The newest Wizards arrived yesterday morning and were able to suit up after the NBA cleared all the details of the trade about an hour and a half before tip-off. James entered at the start of the second quarter and played 10 minutes, but missed all six of his shot attempts and finished with one point and one assist.

Crittenton played the final six minutes, long after the Celtics had put the game away. The only statistic he recorded was four turnovers.

The Celtics used a 15-5 first-quarter run to blow the game open and went ahead 30-17 when Kendrick Perkins followed a Ray Allen three-pointer and a miss by Wizards guard Nick Young with an emphatic reverse dunk over JaVale McGee.

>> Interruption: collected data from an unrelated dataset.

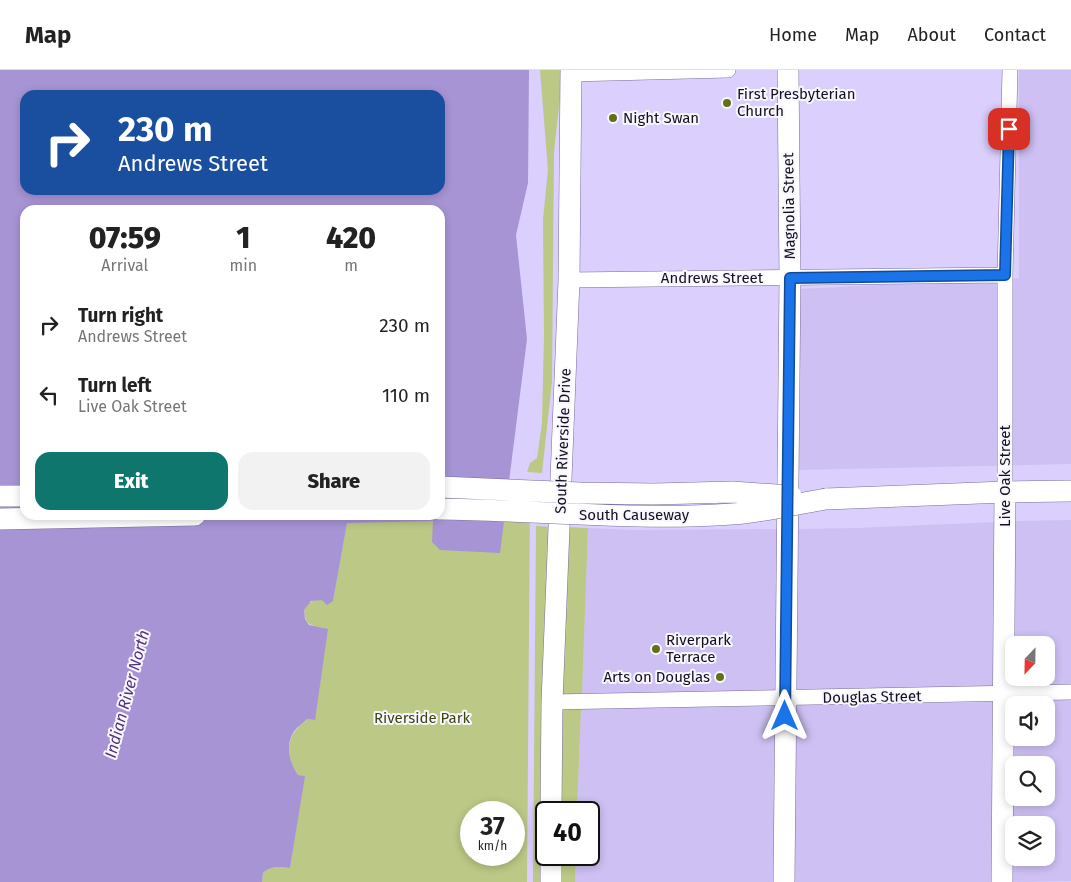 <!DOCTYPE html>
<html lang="en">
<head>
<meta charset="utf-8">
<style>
	body { margin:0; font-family:"Fira Sans",sans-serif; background:#f2f2f2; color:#222; height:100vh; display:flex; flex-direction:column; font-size:19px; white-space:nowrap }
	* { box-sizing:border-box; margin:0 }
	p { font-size:16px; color:#767676 }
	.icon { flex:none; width:28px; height:28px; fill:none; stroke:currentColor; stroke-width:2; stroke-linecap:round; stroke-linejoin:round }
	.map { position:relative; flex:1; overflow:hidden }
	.details { position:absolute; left:20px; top:135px; width:425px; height:315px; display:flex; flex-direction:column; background:#fff; border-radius:15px; box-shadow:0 2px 8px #0003 }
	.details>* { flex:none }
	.top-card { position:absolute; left:20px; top:20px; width:425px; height:105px; border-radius:15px; box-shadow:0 2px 8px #0003; background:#1a4fa0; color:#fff; overflow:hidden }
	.needle { width:32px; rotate:202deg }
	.buttons { position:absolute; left:1005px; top:566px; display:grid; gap:10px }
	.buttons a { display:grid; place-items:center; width:50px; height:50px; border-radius:10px; background:#fff; box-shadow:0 2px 8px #0003; font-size:25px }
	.speed { position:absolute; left:460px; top:731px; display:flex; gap:10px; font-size:25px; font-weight:700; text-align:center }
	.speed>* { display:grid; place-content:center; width:65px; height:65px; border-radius:50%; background:#fff; box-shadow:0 2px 8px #0003; line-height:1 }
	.speed small { font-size:12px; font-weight:400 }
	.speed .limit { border:2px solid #111; border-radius:8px; background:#fff; color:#111 }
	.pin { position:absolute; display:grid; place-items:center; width:42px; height:42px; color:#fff; margin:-21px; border-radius:10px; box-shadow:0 2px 8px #0006 }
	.me { position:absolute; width:55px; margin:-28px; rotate:0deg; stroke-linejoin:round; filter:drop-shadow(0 0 4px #0008) }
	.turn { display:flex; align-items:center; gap:18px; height:105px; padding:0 15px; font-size:22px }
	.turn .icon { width:65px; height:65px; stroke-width:2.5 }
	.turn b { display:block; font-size:35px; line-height:42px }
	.eta { display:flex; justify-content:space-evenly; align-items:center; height:85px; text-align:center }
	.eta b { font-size:30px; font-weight:800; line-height:35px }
	.action { display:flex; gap:10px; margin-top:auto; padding:10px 15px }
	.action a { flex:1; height:58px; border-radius:15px; background:#0f766e; color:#fff; font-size:20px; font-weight:800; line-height:58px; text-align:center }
	.action a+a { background:#f2f2f2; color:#222 }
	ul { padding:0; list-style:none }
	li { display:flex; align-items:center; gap:15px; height:70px; padding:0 15px }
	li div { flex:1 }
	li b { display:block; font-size:19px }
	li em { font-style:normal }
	header { display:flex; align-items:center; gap:30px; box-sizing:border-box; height:70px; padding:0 25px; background:#fff; border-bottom:1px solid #e0e0e0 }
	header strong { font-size:24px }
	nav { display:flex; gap:28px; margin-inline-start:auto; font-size:18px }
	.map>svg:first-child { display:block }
	.built { fill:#cec0f3; fill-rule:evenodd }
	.green { fill:#bbc886; fill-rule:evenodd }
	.water { fill:#a794d5; fill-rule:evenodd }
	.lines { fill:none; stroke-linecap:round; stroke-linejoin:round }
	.street-casing { stroke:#7a6b9e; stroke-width:16 }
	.secondary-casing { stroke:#7a6b9e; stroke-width:22 }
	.street { stroke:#fff; stroke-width:15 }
	.secondary { stroke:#fff; stroke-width:21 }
	.secondary-bridge-casing { stroke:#7a6b9e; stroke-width:22; stroke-linecap:butt }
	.secondary-bridge { stroke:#fff; stroke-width:21 }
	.route-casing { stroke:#114b97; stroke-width:12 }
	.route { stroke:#1a73e8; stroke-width:9 }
	.poi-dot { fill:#636f19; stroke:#f8f7fd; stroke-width:2 }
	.labels { text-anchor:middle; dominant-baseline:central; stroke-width:4; stroke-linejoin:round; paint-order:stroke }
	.poi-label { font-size:15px; fill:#140e21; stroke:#f8f7fd; text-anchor:start }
	.street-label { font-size:15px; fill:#140e21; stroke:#f8f7fd }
	.park-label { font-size:15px; fill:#3d440f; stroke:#f8f7fd }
	.water-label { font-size:16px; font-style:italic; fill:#4d317e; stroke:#f8f7fd }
</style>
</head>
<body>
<header>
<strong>Map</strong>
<nav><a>Home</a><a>Map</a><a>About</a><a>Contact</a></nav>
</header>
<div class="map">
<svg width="1071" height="812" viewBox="0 0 1071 812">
	<rect width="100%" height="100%" fill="#dbcffd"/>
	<path class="built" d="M1019,0H1071V394L798,400L800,219L1019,208Z
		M1071,450V615L1010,617L1012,451ZM1014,575H1046V608H1014Z
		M998,452L996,617L792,621L794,459L857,458Z
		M588,458L632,460L781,459L779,621L582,624Z
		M1071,629V811L1009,812L1010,631ZM1014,635H1046V668H1014ZM1014,695H1046V728H1014ZM1014,755H1046V788H1014Z
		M996,632L995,812H791L792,635Z
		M779,636L778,812H575L576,785H589V742H577L581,638Z"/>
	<path class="green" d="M540,0H563L554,82L552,311L542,403L527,402L530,393L537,388L542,353L544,266L543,149L548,100Z
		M530,434L527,812H262L263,803C272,795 279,797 290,798L304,706L298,705C285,686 285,665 306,651L307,649L315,650V556C306,554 305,549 304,540C310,527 321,530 333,531L348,445H440ZM471,742H514V785H471Z
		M536,456L553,457L545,639L544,812H533Z
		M566,457L588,458L582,624H559Z
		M581,638L577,742H558L559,639Z
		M558,785H576L575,812H557Z"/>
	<path class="water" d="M0,0H529L528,113L516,165L527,269L500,483L440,480L432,472L433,451L347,453L333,531L327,535L322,530L311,531L304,540L305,549L309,555L328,559L315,650L307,649C303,654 296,657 293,663C285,677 290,693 298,705L305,706L290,798C279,797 272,795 263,803L262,812H0ZM25,25H440V120H25ZM25,140H440V445H25Z"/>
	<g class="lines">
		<g class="street-casing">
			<path id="street" d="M571,4L728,0
				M569,210L1005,205
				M1005,422V205L1010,0
				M552,632L1071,622"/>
		</g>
		<g class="secondary-casing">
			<path id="secondary" d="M0,426H25
				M826,429L1005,422L1071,421
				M0,449L195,445
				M551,742L552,632L569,210L571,0
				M551,812V785
				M784,812L790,208L788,0
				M1002,812L1005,422"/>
		</g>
		<use href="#street" class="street"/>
		<use href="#secondary" class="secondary"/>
		<g class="secondary-bridge-casing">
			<path id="secondary-bridge" d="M440,417L580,423L654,424L732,422L791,426
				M440,439C537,440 635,451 732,444C764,442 795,434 826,429"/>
		</g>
		<use href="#secondary-bridge" class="secondary-bridge"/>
	</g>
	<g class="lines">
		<g class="route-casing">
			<path id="route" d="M785,646L790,208L1005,205L1009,59"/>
		</g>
		<use href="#route" class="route"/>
	</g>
	<g class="poi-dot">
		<circle cx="727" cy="33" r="5"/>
		<circle cx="613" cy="48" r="5"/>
		<circle cx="656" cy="579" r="5"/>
		<circle cx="720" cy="607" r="5"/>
	</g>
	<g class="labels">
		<g class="poi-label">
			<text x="737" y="24">First Presbyterian<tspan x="737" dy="17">Church</tspan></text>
			<text x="623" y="48">Night Swan</text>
			<text x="666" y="570">Riverpark<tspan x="666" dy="17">Terrace</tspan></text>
			<text x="710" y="607" text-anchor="end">Arts on Douglas</text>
		</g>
		<g class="street-label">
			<text transform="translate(789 136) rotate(-91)">Magnolia Street</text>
			<text x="712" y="208">Andrews Street</text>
			<text transform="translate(563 371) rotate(-88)">South Riverside Drive</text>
			<text transform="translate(1005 406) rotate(-90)">Live Oak Street</text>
			<text x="634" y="445">South Causeway</text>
			<text transform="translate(872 627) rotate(-1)">Douglas Street</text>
		</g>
		<g class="park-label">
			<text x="422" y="648">Riverside Park</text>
		</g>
		<g class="water-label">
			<text transform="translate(127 624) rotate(-75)">Indian River North</text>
		</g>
	</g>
</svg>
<div class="buttons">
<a><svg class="needle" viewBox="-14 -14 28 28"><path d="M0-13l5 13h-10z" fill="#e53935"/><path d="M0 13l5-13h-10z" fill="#767676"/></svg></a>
<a><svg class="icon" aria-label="sound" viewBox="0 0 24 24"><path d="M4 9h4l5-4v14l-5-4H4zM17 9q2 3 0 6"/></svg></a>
<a><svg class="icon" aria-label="search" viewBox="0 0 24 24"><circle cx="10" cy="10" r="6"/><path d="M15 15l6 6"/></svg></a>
<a><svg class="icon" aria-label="layers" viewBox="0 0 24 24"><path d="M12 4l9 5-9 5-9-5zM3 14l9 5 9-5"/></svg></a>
</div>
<div class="speed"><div>37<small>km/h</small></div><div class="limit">40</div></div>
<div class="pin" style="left:1009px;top:59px;background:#d93025"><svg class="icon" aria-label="arrive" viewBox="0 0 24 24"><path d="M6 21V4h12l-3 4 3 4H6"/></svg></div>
<svg class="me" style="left:785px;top:646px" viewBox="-20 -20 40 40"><path d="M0-17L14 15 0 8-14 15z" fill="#1a73e8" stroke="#fff" stroke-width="4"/></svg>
<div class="top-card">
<div class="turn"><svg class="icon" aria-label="right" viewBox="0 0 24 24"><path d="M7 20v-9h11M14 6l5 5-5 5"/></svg><div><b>230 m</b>Andrews Street</div></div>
</div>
<section class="details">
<div class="eta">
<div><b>07:59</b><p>Arrival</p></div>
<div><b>1</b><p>min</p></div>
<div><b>420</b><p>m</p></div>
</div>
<ul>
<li><svg class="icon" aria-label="right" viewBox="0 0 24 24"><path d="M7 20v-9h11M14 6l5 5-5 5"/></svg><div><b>Turn right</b><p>Andrews Street</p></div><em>230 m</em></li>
<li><svg class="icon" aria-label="left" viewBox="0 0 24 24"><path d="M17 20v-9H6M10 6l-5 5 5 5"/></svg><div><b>Turn left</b><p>Live Oak Street</p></div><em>110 m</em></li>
</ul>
<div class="action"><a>Exit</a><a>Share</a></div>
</section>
</div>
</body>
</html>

Tapscott called a timeout but the momentum was firmly in Boston's corner and the Wizards never really recovered.

The Boston lead reached 24 twice in the second quarter and again early in the third when the Wizards showed some life with an 8-0 burst that included three-pointers by Jamison and Dixon and a jumper by Butler.

The Wizards closed to 84-74 on a Butler jumper, but the Celtics finished the third quarter with a pair of Leon Powe free throws and a three-pointer by Eddie House to carry an 89-74 lead into the fourth.

When House made back-to-back three-pointers to give Boston a 101-77 lead early in the fourth, Wizards fans started heading for the exits.

"You dig yourself into a hole and they are champions for a reason," Tapscott said. "They closed us out."

The goal for the Wizards now will be to figure out what they have in their new players. The key figure in Wednesday's trade was the 6-foot-5, 200-pound Crittenton, who had been buried on the bench in Memphis after seeing limited action with the Lakers early last season.

Crittenton, who was taken with the 19th pick in the 2007 draft by the Lakers before being traded to Memphis, repeatedly used the word "excited" to express how he felt about the trade.

"I'm happy to be a part of this organization," Crittenton said. "They were in need of a guard and I think I can contribute and help this team right away. I'm going to get into the playbooks, get into the film room and try to come out and contribute."

Tapscott said he felt comfortable playing James early on last night because the veteran has some familiarity with the team's offense after playing in a similar system in New Orleans. He will use today's practice to start introducing Crittenton to some basic concepts.

"We obviously like versatility but somebody who can create a play for us, that would be terrific," Tapscott said. "Someone who can create offense and make some possessions easy rather than hard, that would be a welcome, welcome addition."